Sonoma County supervisors are scheduled to vote Tuesday, on $8.6 million in road construction projects for this summer, including three projects in Sonoma Valley.
In addition, the agenda item contains $1.2 million in safety and corrective maintenance, including $500,000 for striping, a $200,000 paving machine and $500,000 for a culvert maintenance crew that includes staff, materials and equipment.
The projects being slated for Sonoma Valley include a nine-tenths of a mile stretch of Arnold Drive from the Sonoma Creek Bridge in Glen Ellen to Highway 12 ($600,00); a 2.54-mile portion of Bennett Valley Road from Old Bennett Valley Road to Warm Springs Road ($450,000) and a three-quarter-mile stretch of Napa Road from Eighth Street East to the Sonoma City limits ($500,00).
A memo to county supervisors from both the County Administrator’s office and the Department of Transportation and Public Works pointed out the challenges of properly funding and maintaining the county’s 1,370 miles of roads.
According to the memo, “Unfavorable formulas and declining State and Federal gas-tax revenues, which are the primary revenue stream for Revision No. 20131002-1 road repair and maintenance, coupled with significant local budget reductions due to the “Great Recession” (overall County General Fund revenue from property tax declined approximately $40 million between FY 08/09 and FY 12/13), along with increased costs of raw materials necessary for pavement preservation, have exacerbated the difficulty in maintaining such an extensive road network.”
The supervisors have dedicated $8 million a year for the past two fiscal years for road repairs.
Countywide, Public Works will treat 40 miles of road as part of the $8.6 million project. Of the $8.6 million, $6.8 million will come from the county’s General Fund, while $1.8 million will be from General Fund Franchise Fees.

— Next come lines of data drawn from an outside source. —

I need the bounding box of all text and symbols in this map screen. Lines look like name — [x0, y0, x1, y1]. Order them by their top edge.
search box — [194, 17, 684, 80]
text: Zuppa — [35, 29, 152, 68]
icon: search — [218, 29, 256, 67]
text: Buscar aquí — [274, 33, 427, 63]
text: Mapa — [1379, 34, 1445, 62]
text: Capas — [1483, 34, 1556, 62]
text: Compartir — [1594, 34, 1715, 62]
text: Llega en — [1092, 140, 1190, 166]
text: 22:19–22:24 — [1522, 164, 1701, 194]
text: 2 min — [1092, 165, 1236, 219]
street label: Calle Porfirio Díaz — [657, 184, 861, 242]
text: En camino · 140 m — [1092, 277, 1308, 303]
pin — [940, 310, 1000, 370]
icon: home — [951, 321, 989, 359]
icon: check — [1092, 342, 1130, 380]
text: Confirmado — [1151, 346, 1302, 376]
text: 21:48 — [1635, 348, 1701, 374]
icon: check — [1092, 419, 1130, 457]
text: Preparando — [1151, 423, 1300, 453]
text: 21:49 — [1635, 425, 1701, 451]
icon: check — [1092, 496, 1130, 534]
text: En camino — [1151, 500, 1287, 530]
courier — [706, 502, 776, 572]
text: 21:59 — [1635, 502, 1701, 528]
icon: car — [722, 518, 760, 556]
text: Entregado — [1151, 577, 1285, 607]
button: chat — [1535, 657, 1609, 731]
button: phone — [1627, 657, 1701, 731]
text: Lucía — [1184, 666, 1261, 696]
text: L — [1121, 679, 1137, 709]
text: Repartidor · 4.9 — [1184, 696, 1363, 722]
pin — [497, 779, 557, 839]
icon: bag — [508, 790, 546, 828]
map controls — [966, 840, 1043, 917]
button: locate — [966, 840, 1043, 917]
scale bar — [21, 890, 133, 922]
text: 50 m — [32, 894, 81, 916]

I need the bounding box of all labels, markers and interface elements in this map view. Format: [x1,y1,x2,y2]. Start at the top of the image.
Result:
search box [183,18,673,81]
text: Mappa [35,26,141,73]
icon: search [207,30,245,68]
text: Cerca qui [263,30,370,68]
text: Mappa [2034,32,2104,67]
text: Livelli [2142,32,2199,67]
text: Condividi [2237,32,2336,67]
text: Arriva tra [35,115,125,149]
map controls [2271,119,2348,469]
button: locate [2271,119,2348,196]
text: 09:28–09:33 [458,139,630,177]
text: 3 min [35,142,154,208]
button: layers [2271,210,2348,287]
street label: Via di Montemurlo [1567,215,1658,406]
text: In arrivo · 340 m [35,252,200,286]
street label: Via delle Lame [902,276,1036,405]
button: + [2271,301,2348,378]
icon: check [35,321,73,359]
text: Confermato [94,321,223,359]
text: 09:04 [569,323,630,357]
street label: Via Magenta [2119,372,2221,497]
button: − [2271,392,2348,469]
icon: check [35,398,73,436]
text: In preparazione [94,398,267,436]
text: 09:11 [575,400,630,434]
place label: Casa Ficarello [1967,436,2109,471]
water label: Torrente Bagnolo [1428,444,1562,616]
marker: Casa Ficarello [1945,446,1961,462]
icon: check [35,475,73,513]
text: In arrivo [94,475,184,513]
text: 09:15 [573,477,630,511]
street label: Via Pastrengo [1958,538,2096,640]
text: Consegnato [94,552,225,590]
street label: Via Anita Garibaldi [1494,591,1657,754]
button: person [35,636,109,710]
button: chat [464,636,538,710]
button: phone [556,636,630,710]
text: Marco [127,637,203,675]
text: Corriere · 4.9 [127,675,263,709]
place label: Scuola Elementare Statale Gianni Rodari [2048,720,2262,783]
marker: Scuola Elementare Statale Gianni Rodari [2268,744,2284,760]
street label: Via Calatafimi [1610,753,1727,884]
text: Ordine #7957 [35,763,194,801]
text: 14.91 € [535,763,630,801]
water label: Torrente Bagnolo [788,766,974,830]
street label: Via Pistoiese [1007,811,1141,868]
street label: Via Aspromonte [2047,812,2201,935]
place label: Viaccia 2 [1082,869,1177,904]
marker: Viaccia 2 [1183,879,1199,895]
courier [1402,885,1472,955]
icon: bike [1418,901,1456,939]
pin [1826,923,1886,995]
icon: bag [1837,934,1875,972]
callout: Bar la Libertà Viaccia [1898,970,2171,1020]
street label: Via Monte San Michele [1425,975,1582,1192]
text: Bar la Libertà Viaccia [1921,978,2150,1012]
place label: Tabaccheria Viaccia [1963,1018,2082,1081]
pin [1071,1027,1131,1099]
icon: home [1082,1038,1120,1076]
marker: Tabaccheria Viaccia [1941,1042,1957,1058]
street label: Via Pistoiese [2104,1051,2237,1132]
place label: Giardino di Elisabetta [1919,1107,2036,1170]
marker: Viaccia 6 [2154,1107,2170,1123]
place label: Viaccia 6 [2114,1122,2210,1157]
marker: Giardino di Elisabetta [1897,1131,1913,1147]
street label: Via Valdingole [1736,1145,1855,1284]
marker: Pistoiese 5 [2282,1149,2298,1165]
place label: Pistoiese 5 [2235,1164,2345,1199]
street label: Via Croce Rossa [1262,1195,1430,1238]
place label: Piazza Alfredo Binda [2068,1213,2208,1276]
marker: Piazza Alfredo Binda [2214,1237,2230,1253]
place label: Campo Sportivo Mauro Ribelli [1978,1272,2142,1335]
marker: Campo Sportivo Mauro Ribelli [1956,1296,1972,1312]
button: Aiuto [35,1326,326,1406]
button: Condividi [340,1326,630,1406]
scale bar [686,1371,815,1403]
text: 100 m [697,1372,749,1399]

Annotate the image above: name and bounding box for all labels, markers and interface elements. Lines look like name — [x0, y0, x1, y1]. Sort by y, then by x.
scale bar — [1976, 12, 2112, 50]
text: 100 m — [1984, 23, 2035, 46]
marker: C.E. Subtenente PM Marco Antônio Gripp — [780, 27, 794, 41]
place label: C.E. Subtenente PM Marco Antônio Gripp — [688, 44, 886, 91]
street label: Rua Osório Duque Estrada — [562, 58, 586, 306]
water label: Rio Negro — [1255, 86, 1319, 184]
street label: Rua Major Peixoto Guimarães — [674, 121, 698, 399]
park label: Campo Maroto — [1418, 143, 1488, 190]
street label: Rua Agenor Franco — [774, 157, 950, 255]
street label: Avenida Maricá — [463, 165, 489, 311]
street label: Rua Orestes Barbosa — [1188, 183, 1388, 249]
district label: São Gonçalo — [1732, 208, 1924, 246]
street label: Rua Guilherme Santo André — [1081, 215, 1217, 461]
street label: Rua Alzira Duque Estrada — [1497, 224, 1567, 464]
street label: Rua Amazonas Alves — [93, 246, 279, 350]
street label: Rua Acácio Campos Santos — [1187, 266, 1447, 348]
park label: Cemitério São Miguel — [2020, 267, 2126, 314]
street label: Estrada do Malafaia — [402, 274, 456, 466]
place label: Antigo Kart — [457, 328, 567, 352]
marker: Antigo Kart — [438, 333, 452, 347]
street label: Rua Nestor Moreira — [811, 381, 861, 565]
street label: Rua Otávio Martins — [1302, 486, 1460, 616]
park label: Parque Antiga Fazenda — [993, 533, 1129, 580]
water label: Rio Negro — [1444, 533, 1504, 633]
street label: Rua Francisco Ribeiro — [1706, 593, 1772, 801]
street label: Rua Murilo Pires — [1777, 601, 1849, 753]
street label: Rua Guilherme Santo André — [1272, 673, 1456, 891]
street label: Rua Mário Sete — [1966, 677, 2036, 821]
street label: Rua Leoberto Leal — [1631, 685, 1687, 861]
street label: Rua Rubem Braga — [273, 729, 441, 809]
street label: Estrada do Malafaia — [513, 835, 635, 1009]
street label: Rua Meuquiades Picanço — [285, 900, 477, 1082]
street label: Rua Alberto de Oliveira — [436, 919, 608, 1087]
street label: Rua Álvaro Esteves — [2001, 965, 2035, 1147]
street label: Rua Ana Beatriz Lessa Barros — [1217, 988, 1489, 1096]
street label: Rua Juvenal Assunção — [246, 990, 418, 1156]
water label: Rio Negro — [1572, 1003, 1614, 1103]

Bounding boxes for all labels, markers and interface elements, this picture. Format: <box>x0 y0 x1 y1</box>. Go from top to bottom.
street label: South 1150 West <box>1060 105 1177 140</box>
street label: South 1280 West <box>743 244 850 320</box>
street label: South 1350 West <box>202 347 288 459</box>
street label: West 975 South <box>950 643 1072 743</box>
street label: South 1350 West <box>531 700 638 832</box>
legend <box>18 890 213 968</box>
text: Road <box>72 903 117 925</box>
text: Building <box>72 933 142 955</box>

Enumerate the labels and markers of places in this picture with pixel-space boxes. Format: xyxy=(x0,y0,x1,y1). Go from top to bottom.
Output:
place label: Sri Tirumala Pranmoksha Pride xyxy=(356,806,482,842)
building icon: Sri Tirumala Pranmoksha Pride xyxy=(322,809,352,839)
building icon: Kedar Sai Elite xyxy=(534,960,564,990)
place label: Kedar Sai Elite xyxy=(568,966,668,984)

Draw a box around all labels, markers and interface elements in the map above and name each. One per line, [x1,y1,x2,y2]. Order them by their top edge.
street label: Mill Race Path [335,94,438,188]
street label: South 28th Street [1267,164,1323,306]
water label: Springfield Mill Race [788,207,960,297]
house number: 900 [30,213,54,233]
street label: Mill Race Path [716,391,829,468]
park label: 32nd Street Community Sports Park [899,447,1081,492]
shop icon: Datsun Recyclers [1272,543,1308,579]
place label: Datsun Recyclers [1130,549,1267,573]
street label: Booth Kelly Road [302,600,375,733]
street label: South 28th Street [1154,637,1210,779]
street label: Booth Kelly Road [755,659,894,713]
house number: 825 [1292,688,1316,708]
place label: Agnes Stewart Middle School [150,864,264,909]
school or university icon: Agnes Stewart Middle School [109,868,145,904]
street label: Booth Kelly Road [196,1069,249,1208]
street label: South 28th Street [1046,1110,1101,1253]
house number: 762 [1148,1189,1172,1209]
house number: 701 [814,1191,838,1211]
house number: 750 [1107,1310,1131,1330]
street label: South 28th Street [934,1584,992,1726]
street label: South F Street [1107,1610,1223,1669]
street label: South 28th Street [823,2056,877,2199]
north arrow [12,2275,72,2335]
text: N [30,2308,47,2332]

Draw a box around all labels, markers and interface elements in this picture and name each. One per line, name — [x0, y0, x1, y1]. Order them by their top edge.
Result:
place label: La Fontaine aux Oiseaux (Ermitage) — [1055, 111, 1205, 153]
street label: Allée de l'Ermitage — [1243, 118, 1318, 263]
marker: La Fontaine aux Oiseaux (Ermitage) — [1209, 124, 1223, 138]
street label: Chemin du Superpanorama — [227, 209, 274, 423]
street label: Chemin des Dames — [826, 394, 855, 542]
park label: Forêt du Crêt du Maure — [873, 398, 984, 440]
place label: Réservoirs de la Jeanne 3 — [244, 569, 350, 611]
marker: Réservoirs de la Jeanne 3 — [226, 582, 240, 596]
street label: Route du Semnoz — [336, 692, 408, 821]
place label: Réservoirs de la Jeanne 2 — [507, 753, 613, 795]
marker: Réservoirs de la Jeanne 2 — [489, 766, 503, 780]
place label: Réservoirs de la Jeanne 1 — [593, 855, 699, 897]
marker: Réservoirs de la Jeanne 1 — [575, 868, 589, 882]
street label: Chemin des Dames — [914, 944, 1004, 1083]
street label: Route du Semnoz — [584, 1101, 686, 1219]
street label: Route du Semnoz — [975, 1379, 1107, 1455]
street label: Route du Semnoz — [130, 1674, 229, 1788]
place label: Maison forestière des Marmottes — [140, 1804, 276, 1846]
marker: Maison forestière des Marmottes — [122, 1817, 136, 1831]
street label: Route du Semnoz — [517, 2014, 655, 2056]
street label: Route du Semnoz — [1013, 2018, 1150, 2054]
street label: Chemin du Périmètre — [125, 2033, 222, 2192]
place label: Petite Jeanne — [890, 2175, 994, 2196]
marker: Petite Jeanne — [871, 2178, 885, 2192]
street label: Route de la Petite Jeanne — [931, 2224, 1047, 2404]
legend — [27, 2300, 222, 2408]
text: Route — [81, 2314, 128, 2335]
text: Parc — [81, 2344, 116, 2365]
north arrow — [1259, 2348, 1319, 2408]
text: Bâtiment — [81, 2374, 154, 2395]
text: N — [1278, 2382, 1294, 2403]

The memo also says, “the Long-Term Road Ad Hoc Committee will also continue to work toward a combination of long range, community-based funding solutions, and work with State and Federal legislators to not only sustain the primary roads, but to begin to systematically fix potholes and improve maintenance on local roads, which comprise almost 65 percent of the county system but have no identified funding source for pavement preservation activities.”